Tree Notes is about trees -- especially native trees, trees for wildlife, and trees in history.

Showing posts with label old growth forests. Show all posts
Showing posts with label old growth forests. Show all posts

Sunday, February 14, 2010

Big white oak trees of the past

Giant oaks of the primeval forest


I came across an item in an old newspaper about a very large white oak that was harvested in Breckenridge County, Kentucky. It piqued my curiosity, so I located the stories of a few more big oaks that were cut from the virgin forests of the greater Ohio River valley. I've quoted four of the news items below.

As large as these white oaks were, they did not rival the size of a white oak that was cut in Holden, West Virginia, in 1938. That giant was reported to be the largest white oak in the world. It was 9 feet in diameter and nearly 100 feet tall, and it was estimated to contain 15,000 board feet of lumber.

Big Oak Log

It required ten horses to haul a big white oak log which was brought to town last week, by T. W. Sanders, to be shipped to Evansville[, Indiana, down the Ohio River]. The log measured out 1,519 feet, was 49 inches in diameter at the small end and 54 inches at the large end. It belonged to the timber firm of Cooper & Williams and was cut on a tract of land near Tar Springs. One of the finest lot of oak timber ever cut in the county was hauled to town this year from this tract of land, many logs out of several hundred averaging a thousand feet by measure.
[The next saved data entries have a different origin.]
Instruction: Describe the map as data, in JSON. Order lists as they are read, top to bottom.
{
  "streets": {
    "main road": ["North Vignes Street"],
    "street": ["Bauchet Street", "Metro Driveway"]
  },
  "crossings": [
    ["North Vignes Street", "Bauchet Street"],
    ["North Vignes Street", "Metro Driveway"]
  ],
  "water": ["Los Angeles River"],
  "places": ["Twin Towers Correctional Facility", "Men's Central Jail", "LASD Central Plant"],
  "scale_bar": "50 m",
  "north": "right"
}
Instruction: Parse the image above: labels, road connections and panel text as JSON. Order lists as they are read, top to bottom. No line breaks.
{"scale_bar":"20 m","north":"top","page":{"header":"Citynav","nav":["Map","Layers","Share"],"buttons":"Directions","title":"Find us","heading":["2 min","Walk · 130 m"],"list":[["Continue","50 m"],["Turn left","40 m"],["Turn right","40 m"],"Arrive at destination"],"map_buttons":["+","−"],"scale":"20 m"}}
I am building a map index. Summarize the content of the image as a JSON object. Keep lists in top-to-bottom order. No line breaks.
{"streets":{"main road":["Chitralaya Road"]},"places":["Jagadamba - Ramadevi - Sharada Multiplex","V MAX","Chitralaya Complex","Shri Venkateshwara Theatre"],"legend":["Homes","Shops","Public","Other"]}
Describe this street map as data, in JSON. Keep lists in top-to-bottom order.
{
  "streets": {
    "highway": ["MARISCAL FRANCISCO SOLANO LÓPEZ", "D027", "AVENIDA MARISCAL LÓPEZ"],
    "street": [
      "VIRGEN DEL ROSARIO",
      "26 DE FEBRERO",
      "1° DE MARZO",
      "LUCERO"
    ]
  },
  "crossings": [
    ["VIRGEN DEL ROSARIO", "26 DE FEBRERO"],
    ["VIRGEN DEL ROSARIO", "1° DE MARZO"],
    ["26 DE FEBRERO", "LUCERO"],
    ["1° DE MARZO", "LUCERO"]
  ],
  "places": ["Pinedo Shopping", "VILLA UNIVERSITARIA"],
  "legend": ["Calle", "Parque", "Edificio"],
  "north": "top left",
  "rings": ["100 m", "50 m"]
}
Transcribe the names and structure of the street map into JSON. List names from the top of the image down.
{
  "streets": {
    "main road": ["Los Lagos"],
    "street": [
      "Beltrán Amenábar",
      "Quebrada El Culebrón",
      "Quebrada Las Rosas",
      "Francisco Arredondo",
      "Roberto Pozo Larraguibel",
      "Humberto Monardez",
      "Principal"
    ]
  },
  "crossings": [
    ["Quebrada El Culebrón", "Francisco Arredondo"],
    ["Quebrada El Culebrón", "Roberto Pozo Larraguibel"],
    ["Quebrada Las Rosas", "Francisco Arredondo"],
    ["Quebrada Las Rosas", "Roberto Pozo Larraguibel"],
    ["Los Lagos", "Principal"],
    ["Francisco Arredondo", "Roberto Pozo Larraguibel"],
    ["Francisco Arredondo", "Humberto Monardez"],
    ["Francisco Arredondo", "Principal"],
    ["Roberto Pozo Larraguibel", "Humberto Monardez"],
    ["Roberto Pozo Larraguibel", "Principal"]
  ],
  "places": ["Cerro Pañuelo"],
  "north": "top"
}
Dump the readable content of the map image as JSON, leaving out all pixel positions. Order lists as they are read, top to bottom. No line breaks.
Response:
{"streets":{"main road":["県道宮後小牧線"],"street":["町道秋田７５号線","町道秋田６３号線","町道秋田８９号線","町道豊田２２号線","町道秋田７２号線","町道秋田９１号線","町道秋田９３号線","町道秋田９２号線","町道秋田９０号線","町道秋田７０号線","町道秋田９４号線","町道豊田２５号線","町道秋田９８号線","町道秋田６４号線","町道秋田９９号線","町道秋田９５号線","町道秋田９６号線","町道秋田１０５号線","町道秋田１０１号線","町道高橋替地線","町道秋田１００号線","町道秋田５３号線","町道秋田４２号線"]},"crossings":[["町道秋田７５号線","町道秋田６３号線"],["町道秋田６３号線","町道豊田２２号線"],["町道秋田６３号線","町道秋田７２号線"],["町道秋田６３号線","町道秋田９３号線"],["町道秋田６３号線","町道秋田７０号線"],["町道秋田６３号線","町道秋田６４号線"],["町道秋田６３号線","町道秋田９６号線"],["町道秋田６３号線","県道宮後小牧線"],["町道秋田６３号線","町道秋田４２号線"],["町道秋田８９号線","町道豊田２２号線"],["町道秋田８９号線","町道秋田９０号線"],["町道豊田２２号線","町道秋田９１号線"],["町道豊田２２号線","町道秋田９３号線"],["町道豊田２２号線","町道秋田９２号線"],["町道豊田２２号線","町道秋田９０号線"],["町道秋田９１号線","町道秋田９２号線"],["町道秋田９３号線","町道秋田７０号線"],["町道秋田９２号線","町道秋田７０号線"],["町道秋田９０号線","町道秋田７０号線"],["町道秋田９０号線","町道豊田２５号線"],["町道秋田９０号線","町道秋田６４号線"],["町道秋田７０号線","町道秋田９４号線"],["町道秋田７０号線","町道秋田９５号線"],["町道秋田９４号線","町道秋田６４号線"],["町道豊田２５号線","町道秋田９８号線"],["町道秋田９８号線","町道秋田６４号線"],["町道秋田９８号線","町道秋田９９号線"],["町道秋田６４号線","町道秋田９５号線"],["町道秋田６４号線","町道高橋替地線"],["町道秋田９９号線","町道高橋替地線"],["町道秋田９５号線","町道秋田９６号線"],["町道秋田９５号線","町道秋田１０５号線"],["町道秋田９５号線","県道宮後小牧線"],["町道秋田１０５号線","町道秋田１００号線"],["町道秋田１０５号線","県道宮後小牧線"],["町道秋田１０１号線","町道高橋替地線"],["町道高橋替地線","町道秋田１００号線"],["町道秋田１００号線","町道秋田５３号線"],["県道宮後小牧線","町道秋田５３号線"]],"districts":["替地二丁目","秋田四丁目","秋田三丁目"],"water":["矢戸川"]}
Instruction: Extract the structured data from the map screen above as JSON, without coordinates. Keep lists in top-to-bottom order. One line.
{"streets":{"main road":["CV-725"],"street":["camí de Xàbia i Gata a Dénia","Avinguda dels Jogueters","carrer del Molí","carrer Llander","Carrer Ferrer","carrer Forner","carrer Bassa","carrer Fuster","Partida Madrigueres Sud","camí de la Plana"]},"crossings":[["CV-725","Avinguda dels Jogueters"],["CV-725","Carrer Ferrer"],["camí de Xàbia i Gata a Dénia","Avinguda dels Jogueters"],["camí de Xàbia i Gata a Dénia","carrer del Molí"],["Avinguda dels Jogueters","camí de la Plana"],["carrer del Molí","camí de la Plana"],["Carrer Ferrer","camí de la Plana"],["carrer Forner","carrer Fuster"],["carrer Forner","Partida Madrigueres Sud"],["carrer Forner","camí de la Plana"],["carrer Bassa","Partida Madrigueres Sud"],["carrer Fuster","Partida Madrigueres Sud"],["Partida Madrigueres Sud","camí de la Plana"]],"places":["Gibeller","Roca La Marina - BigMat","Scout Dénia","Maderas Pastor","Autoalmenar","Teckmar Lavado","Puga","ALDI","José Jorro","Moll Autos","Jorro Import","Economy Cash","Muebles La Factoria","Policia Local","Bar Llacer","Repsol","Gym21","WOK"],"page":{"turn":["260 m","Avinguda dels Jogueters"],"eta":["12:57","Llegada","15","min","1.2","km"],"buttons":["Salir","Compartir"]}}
Source: The Breckenridge news. (Cloverport, Ky.) November 02, 1904

Paris, [Kentucky,] May 17 [1900].--A big oak that has for many years been an object of Riley Howse in Nicholas county has been sold to Ossian Edwards, of Paris, for $110. It measured forty-five feet in circumference and seven feet five inches in diameter. Large crowds witnessed the fall of the monster tree.

Source: Crittenden press. (Marion, Ky.) May 24, 1900

A Big White Oak
From the Chicago Tribune

A short time ago a New-York firm sent an agent to Scottsburg, Ind., to purchase a large white oak tree, which measured 27 feet in circumference. They bought the tree for $75, and set to work to get out as large a board as possible. The tree was felled and ripped up by means of a crosscut saw. They got out one board that was 10 inches thick, 5 feet 2-1/2 inches wide at the butt and 4 feet 8-1/2 inches wide at the top and 32 feet long. This board was loaded upon a broad-tread wagon to which two yoke of oxen and eight horses were hitched, and it took one whole day to remove it one and a half miles. This was probably the largest white oak tree in the United States.

Source: The New York Times, April 7, 1889

The largest white oak tree ever cut in the United States came out of Trumbull county, Ohio, a few years ago. It was delivered to a timber mill, and measured 62 feet in length and seven feet through, and contained 7,365 feet of lumber, board measure. It was located by Mr. Helman's buyers on C. K. Shipman's farm in Gustavus, Ohio, and $100 bought it. The Helman Company dressed the stick down to 30 x 30 inches, 62 feet long and shipped it to New York, where it is now used as a dredge anchor.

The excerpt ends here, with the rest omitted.